▸ Task description: The answer must consist of every line in the data that contains "bubble".

Stored entries:

* * * * * * * * *

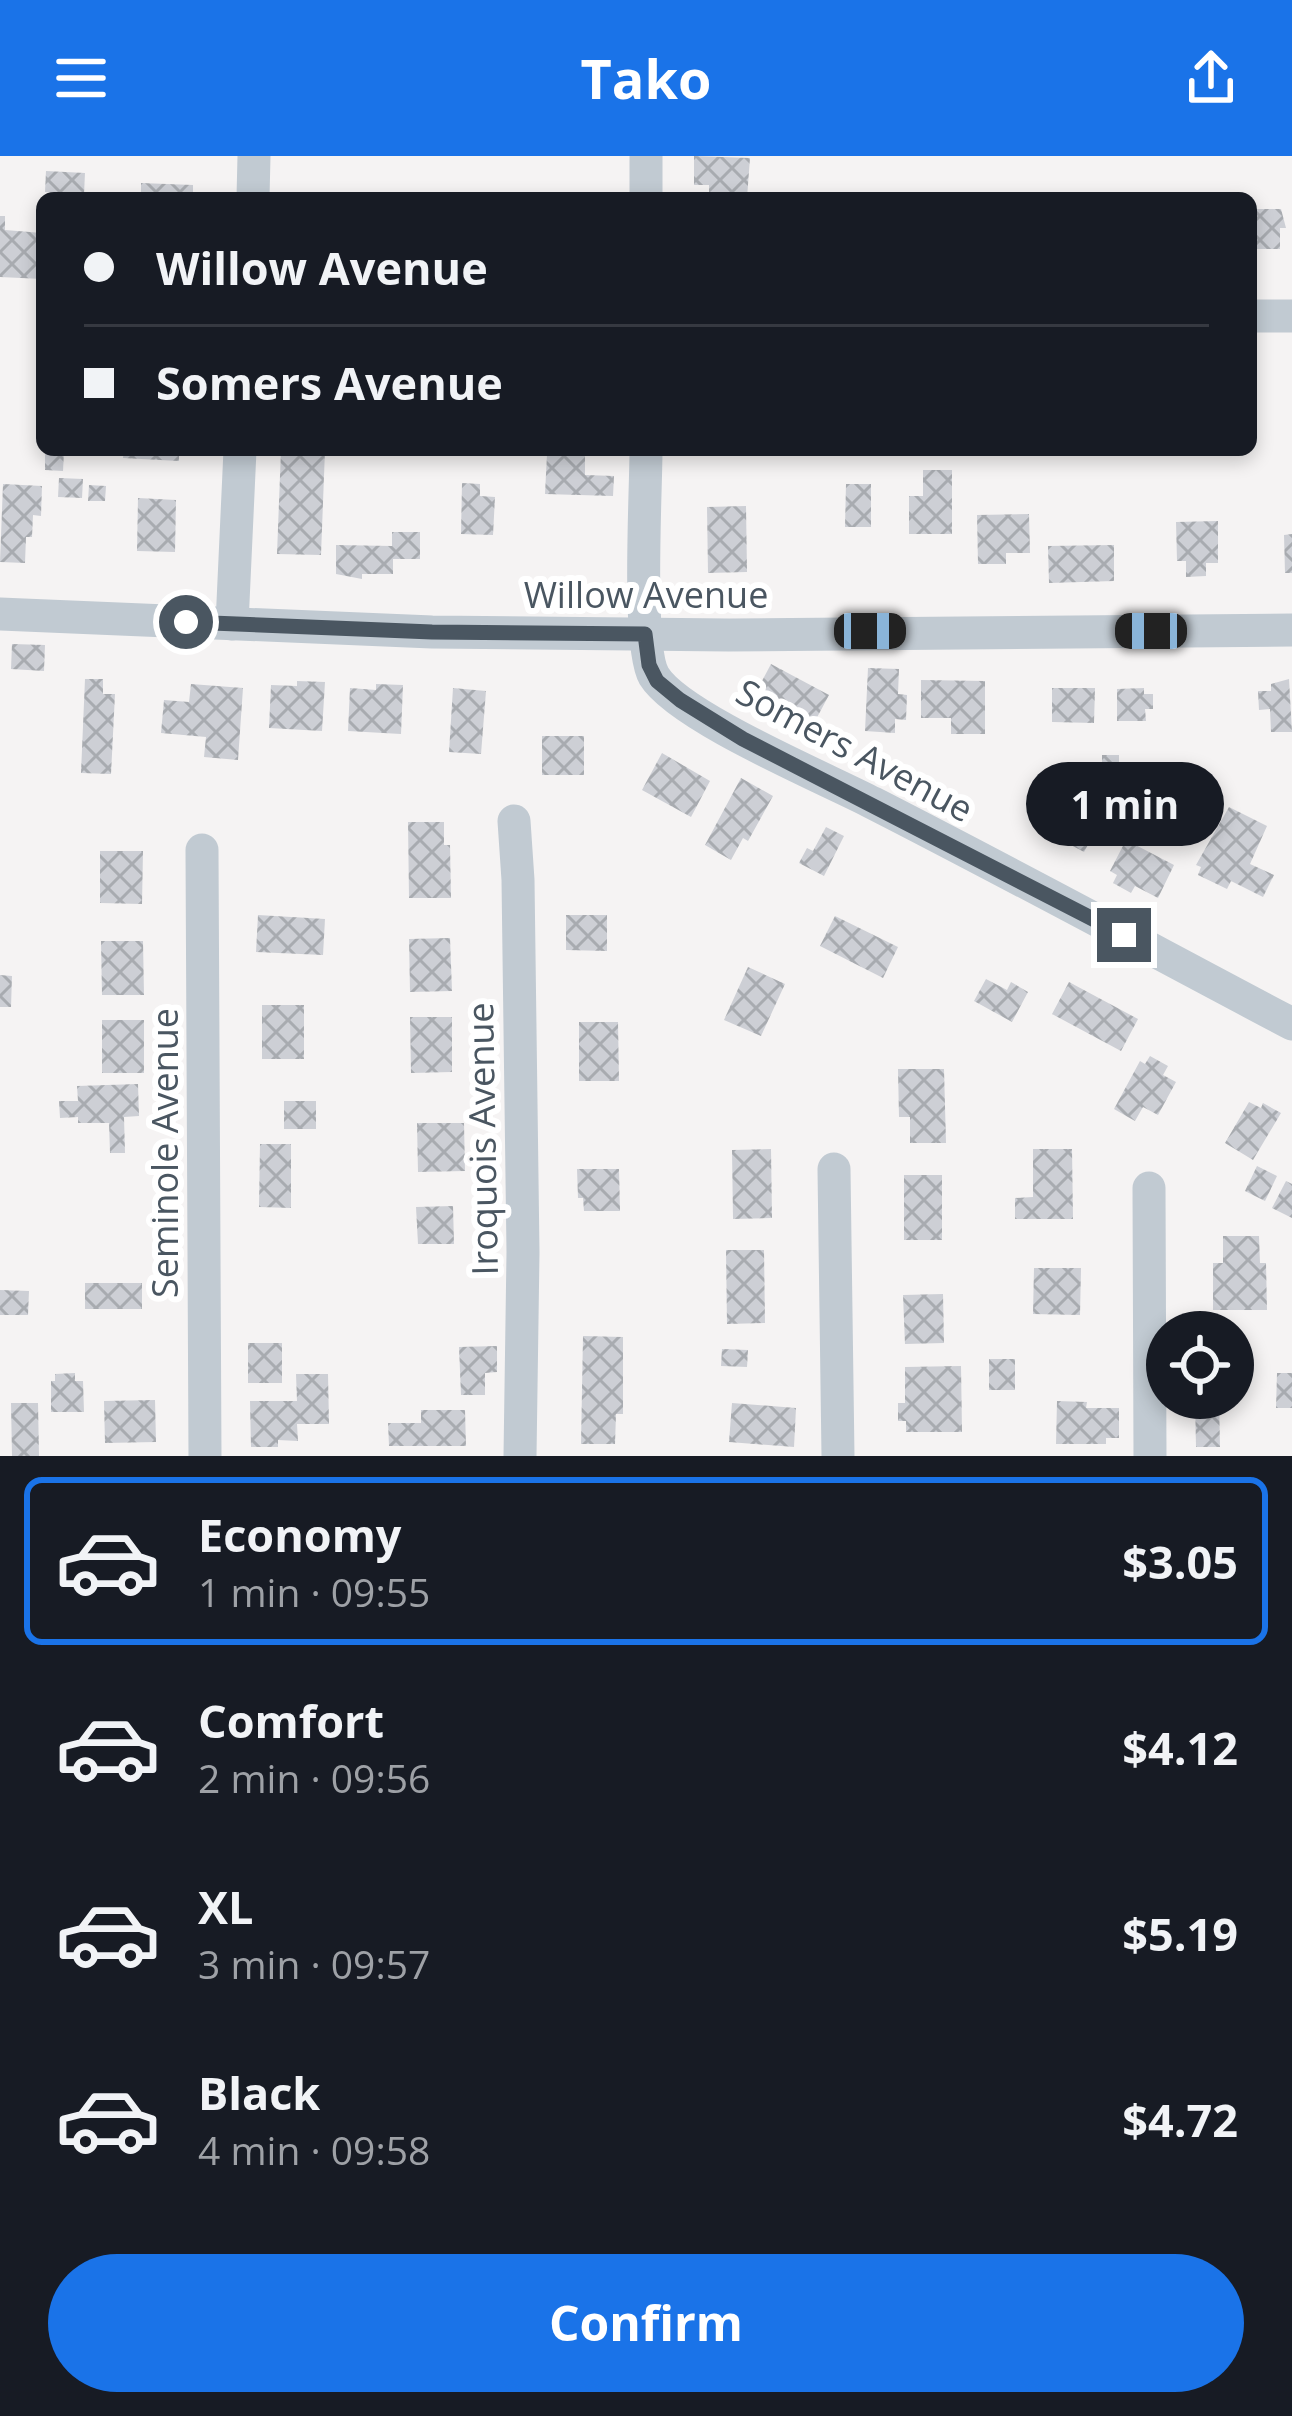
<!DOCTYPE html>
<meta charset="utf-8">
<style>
:root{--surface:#171b24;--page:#20242c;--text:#f1f3f6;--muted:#9ea1a6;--line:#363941;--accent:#1a73e8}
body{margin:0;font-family:"Open Sans",sans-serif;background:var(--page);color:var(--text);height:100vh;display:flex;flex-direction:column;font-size:45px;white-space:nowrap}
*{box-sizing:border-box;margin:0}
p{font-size:39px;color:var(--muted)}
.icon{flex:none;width:66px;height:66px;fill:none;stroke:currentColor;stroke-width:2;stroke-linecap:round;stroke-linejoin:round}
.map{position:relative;height:1300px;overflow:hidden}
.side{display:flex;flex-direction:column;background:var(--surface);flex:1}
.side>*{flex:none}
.guide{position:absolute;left:36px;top:36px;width:1221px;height:264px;border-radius:18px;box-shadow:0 6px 18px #0003;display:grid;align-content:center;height:264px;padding:0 48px;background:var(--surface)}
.tools{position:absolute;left:1146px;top:1155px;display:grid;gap:24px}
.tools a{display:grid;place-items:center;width:108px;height:108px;border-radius:50%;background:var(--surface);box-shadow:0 6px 18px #0003;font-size:60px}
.end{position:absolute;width:54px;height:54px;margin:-27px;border:15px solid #4a5661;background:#fff;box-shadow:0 0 0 6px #fff}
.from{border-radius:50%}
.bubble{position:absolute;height:84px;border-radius:42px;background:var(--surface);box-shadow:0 6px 18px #0003;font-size:39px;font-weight:700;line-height:84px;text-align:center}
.car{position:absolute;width:36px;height:72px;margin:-36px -18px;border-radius:15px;box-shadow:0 0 9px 3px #0007;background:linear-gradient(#222 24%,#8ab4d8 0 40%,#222 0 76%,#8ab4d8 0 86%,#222 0)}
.guide b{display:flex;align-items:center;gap:42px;height:114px;font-size:45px}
.guide b+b{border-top:3px solid var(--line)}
.guide i{width:30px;height:30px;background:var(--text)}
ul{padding:21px 0 0;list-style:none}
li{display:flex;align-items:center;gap:36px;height:168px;margin:0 24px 18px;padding:0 24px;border:6px solid transparent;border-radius:18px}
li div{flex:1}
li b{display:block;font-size:45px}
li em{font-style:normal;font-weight:700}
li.current{border-color:var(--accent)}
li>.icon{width:108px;height:108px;stroke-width:1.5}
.primary-button{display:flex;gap:24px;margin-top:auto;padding:24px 48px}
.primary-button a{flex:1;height:138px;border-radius:72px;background:var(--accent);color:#fff;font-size:48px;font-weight:700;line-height:138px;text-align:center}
header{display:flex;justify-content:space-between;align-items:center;height:156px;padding:0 48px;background:var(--accent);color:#fff;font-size:54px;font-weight:700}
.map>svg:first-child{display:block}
</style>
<header><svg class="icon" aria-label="menu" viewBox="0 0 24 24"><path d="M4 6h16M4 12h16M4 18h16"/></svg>Tako<svg class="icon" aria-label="share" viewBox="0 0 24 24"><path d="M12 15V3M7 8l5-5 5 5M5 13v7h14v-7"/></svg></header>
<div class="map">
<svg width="1292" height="1300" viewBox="0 0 1292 1300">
<defs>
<pattern id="building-cross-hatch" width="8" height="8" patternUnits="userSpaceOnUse" patternTransform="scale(3)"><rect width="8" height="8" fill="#cdcfd5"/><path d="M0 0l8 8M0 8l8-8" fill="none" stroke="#a8abb0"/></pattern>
</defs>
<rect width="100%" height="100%" fill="#f5f3f3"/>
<!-- building -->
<g fill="url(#building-cross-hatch)">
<polygon points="694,0 750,2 747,42 709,42 709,29 694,29"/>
<polygon points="46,15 85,17 84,38 45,36"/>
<polygon points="141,27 193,29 193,42 141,42"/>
<polygon points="1251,53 1281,53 1286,72 1280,72 1280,93 1251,93"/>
<polygon points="0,60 5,60 5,74 42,77 42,123 0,121"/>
<polygon points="124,294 179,294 179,305 123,302"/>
<polygon points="281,294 325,294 321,399 277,398"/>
<polygon points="45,296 64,296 63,315 45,314"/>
<polygon points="547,298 585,300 585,319 614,320 613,340 545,338"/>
<polygon points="923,314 952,314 952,378 909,378 909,340 923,340"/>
<polygon points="59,322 83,323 82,342 58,341"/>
<polygon points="462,327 480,328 480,340 495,341 493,379 461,378"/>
<polygon points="3,328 42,330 41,360 33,359 32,381 26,381 25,407 0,406"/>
<polygon points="846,328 871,328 871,371 845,371"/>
<polygon points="89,329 106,330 105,345 88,345"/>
<polygon points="138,342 176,344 175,396 137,395"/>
<polygon points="746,350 747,416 708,417 707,351"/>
<polygon points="1029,358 1030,397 1006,397 1006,408 978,408 977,359"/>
<polygon points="1218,365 1218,407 1206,407 1206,420 1186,421 1186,405 1177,405 1176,366"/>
<polygon points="392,376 420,376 420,403 393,403 393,418 362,418 362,423 336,418 336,389 392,390"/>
<polygon points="1292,378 1292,417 1285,417 1284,379"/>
<polygon points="1114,389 1114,425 1049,427 1048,390"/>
<polygon points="12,488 45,489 44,515 11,513"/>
<polygon points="771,508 829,539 813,569 755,538"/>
<polygon points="868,512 899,513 898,538 907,539 906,564 895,563 895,577 865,575"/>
<polygon points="85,523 103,523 103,538 115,538 111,618 81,617"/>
<polygon points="1289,523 1292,576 1271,576 1270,553 1259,554 1258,535 1271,535 1271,528"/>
<polygon points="921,524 985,525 985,578 951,578 951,562 921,562"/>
<polygon points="297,525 325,526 322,575 269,572 271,529 297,530"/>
<polygon points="191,528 243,532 238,604 204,601 206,581 161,577 164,544 189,546"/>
<polygon points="376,528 403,529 401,578 348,575 350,532 376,534"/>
<polygon points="453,532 486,535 481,598 449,596"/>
<polygon points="1052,532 1095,532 1094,567 1052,566"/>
<polygon points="1144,532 1144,538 1153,538 1153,553 1145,553 1146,565 1117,565 1117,533"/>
<rect x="542" y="580" width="42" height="39"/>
<polygon points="662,597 710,625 691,661 642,634"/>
<rect x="1102" y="599" width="17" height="28"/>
<polygon points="741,622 773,640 748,685 743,682 731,704 705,689"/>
<polygon points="1075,642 1105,659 1084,696 1058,682 1062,675 1037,661 1047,643 1060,650 1064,643 1072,647"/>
<polygon points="1229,651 1267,670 1250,708 1274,719 1263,741 1231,725 1227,733 1198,719 1201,711 1196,709"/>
<polygon points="408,666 444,666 444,689 450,689 451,742 409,742"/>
<polygon points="826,671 844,680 824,720 799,707 807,692 813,695"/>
<polygon points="1126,684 1174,709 1158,742 1135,730 1131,737 1113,727 1117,719 1110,715"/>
<polygon points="100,695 143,695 142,748 100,747"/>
<polygon points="258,759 325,763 323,799 256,796"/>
<polygon points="566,759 607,759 607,795 566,794"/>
<polygon points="835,760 898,791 883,822 820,790"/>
<polygon points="450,782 452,835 410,836 409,783"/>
<polygon points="101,785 143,785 144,839 102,839"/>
<polygon points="748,811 785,828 761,880 724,864"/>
<polygon points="0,819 12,820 11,851 0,851"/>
<polygon points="986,823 1007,834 1011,826 1028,836 1012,866 974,845"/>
<polygon points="1069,826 1138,863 1121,895 1052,858"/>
<rect x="262" y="849" width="42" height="54"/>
<polygon points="410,861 452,861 452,916 411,917"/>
<rect x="102" y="864" width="42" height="53"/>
<polygon points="579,866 618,866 619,925 579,925"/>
<polygon points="1150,900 1168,910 1163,919 1176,926 1158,959 1143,951 1135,965 1114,953 1140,905 1145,908"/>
<polygon points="898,913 944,913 946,987 910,987 910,961 899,961"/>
<polygon points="138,928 139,960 124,961 125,997 110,997 109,967 78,967 78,961 60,962 59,945 78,945 77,930"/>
<rect x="284" y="945" width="32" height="28"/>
<polygon points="1249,946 1261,952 1263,947 1281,957 1253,1004 1225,987"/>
<polygon points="417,967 464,967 465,1015 418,1016"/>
<polygon points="260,988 291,988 291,1052 259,1051"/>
<polygon points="771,993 772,1062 733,1063 732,994"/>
<polygon points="1033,993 1072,993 1073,1063 1015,1063 1015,1042 1033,1041"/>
<polygon points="1257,1010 1277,1020 1265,1045 1245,1035"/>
<polygon points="577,1013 619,1013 620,1055 584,1055 583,1042 578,1042"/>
<rect x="904" y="1019" width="38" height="65"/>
<polygon points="1286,1025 1292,1028 1292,1062 1272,1052"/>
<polygon points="453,1050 454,1088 418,1088 416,1051"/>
<polygon points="1223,1080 1259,1080 1260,1107 1266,1107 1267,1154 1213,1154 1213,1107 1223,1107"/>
<polygon points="726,1094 764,1094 765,1167 727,1168"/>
<polygon points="1034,1112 1081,1112 1080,1159 1033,1158"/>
<rect x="85" y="1127" width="57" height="26"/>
<polygon points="0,1134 29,1135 28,1159 0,1159"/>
<polygon points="943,1138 944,1187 905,1188 903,1139"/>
<polygon points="583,1180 623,1181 623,1258 616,1258 615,1288 581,1288"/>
<rect x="248" y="1187" width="34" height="40"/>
<polygon points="497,1190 497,1216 485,1217 485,1239 461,1239 459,1191"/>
<polygon points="722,1193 748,1194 747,1211 721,1210"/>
<rect x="989" y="1203" width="26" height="31"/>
<polygon points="961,1210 962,1276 906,1276 906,1265 898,1265 898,1247 905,1247 905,1211"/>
<polygon points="75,1217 75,1225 83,1225 84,1256 51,1256 51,1225 55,1225 55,1218"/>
<polygon points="1277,1217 1292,1217 1292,1252 1276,1252"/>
<polygon points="296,1218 328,1218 329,1268 297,1268 298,1285 278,1284 278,1291 251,1291 250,1245 297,1245"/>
<polygon points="1195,1242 1219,1242 1220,1291 1196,1291"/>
<polygon points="155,1244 156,1286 105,1287 104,1245"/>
<polygon points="1057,1245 1087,1246 1086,1252 1119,1252 1119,1282 1106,1282 1106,1288 1056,1288"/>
<polygon points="11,1247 38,1247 39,1300 12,1300"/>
<polygon points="732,1247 796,1252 794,1291 729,1286"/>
<polygon points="421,1254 465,1254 466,1290 389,1290 388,1267 421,1267"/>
</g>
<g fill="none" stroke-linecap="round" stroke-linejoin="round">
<!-- minor -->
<g stroke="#c1cad2" stroke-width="33">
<polyline points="646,0 646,42"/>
<polyline points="253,42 254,0"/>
<polyline points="1251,160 1292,160"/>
<path d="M646,294C646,336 637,491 654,520C679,561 825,622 873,647C1014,719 1152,794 1292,868"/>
<polyline points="0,458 432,476 729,479 1292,474"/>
<polyline points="232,468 240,294"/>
<polyline points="514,665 518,724 523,1096 520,1300"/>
<polyline points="202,694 205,1300"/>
<polyline points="834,1013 838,1300"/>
<polyline points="1149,1032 1150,1300"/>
</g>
</g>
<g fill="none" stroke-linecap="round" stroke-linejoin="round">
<!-- route -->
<polyline stroke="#4a5661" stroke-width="15" points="186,466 432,476 645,478 649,509 657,525 680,544 743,583 1124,779"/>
</g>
<g text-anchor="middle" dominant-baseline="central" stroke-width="12" stroke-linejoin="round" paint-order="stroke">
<!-- street labels -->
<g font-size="36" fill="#4a5661" stroke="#fff">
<text x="646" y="438">Willow Avenue</text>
<text transform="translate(855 594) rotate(28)">Somers Avenue</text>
<text transform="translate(482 983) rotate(-91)">Iroquois Avenue</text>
<text transform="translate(164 997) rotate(-90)">Seminole Avenue</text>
</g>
</g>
</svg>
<div class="tools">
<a><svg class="icon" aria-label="locate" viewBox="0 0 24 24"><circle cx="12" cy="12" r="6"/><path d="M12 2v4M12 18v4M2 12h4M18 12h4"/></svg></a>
</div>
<i class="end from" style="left:186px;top:466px"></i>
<i class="end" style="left:1124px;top:779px"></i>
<div class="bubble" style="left:1026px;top:606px;width:198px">1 min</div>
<i class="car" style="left:870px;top:475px;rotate:90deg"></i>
<i class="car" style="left:1151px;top:475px;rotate:270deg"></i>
<div class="guide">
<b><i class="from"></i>Willow Avenue</b>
<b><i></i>Somers Avenue</b>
</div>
</div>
<section class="side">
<ul>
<li class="current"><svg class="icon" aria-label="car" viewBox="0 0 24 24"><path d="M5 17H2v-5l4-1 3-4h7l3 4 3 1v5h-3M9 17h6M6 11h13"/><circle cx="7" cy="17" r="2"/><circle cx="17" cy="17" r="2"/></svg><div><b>Economy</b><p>1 min · 09:55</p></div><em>$3.05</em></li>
<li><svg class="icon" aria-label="car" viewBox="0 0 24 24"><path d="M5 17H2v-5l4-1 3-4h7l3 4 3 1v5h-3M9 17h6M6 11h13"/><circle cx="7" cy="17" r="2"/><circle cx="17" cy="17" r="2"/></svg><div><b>Comfort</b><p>2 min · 09:56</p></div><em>$4.12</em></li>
<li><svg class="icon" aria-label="car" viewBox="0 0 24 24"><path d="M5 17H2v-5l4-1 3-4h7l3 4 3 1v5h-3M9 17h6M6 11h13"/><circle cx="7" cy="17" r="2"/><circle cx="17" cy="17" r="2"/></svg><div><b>XL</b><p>3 min · 09:57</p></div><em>$5.19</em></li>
<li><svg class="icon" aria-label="car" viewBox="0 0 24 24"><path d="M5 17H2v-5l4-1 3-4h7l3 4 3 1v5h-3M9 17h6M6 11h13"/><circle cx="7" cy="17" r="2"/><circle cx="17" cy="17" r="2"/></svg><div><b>Black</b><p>4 min · 09:58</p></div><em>$4.72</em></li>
</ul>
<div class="primary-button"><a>Confirm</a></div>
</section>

* * * * * * * * *

▸ Finished task:
.bubble{position:absolute;height:84px;border-radius:42px;background:var(--surface);box-shadow:0 6px 18px #0003;font-size:39px;font-weight:700;line-height:84px;text-align:center}
<div class="bubble" style="left:1026px;top:606px;width:198px">1 min</div>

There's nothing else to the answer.